Trustees 1 – 4 v Attorney General and Respondents 2–3

JurisdictionBermuda
JudgeZacca P,Auld JA,Baker JA
Judgment Date15 August 2014
CourtCourt of Appeal (Bermuda)
Docket NumberCivil Appeal 2014 No 3
Date15 August 2014

[2014] Bda LR 86

In The Court of Appeal for Bermuda

Before:

Zacca P; Auld JA; Baker JA

Civil Appeal 2014 No 3

Between:
Trustees 1 – 4
Appellants
and
Attorney-General
Respondent 2
Respondent 3
Respondents

Mr A Boyle QC, Mr N Hargun and Mr S Pearman for the Appellants

Ms S Warnock-Smith QC, Mr R Attride-Stirling and Ms C Smith for the 2nd Respondent

Ms L Zuill for the 3rd Respondent

The following cases were referred to in the judgment:

O'Rourke v DarbyshireELR [1920] AC 581

Schreuder v Murray (No 2) [2009] WASCA 145

Wynne v HumbertsonENR (1858) 27 Beav 421

New Kateria Maritime Co Ltd v Atlantic and Great Lakes Steamship Corp [1981] Com LR 138

Dunlop Slazenger International Ltd v Joe Bloggs Sports LtdUNK [2003] EWCA Civ 901

MAC Hotels Ltd v Rider Levett Bucknall UK Ltd [201] EWCA Civ 767

Beddoe proceedings — Purpose trusts — Whether trusts properly constituted — Undue influence — Breach of fiduciary duty — Privilege — Role of enforcers — Waiver — Dissenting opinion — Statutory interpretation

JUDGMENT of Baker JA

Introduction

1. Having heard submissions over two days on 5 and 6 June 2014, on 12 June 2014 we unanimously allowed the appeal, announced our conclusions as repeated at the end of these reasons and granted the declaration therein referred to. We said that our detailed reasons would be given as soon as possible. These are my detailed reasons.

2. The point under appeal is in reality a short one and arises from Hellman J's ruling on 26 February 2014 that it was ‘inappropriate’ for the Appellants to assert that a document (‘the Document’) was legally privileged. The appeal is brought with the leave of the judge.

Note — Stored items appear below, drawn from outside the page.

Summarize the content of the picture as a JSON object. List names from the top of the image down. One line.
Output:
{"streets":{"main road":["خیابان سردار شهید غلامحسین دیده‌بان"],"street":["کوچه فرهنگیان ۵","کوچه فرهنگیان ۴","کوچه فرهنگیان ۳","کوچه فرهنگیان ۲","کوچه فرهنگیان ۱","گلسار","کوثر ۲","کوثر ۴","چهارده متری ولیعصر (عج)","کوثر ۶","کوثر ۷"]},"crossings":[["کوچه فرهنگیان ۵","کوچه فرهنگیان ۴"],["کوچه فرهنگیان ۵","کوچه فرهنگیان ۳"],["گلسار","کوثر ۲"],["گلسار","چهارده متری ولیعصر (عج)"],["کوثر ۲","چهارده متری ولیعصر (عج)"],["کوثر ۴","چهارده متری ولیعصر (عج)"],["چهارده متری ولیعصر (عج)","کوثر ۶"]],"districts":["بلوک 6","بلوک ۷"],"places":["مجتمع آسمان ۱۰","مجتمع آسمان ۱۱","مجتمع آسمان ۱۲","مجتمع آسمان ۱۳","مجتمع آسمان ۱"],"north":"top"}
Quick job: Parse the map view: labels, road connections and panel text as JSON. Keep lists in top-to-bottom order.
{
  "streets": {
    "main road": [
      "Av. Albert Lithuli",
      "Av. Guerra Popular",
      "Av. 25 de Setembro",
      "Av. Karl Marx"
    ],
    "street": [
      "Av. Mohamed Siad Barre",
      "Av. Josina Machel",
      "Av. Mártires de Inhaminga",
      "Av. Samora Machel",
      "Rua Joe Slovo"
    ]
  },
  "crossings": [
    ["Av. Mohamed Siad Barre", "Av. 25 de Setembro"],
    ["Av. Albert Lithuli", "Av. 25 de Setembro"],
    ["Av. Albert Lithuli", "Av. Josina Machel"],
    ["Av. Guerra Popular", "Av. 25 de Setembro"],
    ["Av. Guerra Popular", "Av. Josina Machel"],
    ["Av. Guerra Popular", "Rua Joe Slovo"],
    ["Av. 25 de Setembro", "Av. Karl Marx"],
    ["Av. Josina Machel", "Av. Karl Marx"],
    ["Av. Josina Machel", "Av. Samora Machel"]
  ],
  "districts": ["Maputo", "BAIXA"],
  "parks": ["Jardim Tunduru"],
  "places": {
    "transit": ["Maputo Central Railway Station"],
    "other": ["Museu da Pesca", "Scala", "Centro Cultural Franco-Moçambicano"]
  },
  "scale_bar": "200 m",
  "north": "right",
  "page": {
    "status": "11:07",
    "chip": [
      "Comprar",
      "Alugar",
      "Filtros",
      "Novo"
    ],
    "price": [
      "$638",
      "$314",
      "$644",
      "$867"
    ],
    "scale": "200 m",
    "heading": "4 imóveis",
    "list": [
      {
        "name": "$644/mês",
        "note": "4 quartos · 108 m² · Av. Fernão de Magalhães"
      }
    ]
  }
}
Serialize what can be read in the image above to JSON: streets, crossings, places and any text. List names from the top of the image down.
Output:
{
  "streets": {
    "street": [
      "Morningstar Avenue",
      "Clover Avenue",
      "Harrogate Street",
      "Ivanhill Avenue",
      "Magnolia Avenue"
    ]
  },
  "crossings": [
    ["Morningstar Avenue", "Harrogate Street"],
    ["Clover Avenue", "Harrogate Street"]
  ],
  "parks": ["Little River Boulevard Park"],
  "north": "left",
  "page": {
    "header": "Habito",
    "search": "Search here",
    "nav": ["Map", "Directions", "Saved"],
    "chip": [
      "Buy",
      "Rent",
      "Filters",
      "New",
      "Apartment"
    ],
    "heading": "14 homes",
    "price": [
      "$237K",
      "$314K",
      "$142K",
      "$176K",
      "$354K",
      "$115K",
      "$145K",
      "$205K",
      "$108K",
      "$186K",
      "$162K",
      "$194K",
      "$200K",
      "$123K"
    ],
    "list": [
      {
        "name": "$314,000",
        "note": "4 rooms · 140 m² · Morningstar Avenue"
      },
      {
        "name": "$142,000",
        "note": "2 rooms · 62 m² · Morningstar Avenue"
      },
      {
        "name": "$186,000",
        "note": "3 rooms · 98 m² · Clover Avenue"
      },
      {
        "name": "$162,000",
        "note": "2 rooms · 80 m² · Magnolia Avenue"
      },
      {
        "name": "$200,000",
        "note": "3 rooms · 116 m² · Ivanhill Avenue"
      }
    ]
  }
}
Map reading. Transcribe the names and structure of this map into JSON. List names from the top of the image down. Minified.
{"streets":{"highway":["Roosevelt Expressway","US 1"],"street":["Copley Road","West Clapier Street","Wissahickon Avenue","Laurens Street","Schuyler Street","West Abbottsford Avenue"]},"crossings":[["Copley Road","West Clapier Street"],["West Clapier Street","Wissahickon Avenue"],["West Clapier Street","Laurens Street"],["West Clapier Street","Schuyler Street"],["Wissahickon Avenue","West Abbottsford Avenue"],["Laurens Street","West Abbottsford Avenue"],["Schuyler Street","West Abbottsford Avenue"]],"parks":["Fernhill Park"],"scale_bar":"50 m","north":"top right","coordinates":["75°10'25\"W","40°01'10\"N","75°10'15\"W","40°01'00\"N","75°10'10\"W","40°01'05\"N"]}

3. The proceedings in which the ruling was given were brought in accordance with the procedure in Re BeddoeELR[1893] 1 Ch 547 (‘Beddoe Proceedings’). These in short are separate proceedings in which trustees are permitted to seek advice and direction from the court as to the position they should take in an action concerning the trust, including whether they should defend an action brought against a trust at the expense of the trust fund. Beddoe Proceedings are heard by a judge who will not be in charge of the main action and are heard in camera.

Background

4. The Appellants are the trustees of four Bermuda purpose trusts established between 2001 and 2005 under the Trusts (Special Provisions) Act 1989 (‘the 1989 Act’). Their aggregate value is said to exceed US$10 billion and derives from wealth created by F and G (‘the Brothers’) who founded an international business (the ‘Group’). More specifically the trusts are as follows:

  • i. Trust 1. The trustee is Trustee 1 and the trust was established on 10 May 2001. It holds shares in offshore companies that in turn hold shares in the Group.

  • ii. Trust 2. The trustee is Trustee 2 and the trust was established on 24 June 2002. It holds shares in offshore companies.

  • iii. Trust 3. The trustee is Trustee 3 and the trust was established on 9 May 2005. It holds shares in an offshore company which in turn holds shares in Group companies.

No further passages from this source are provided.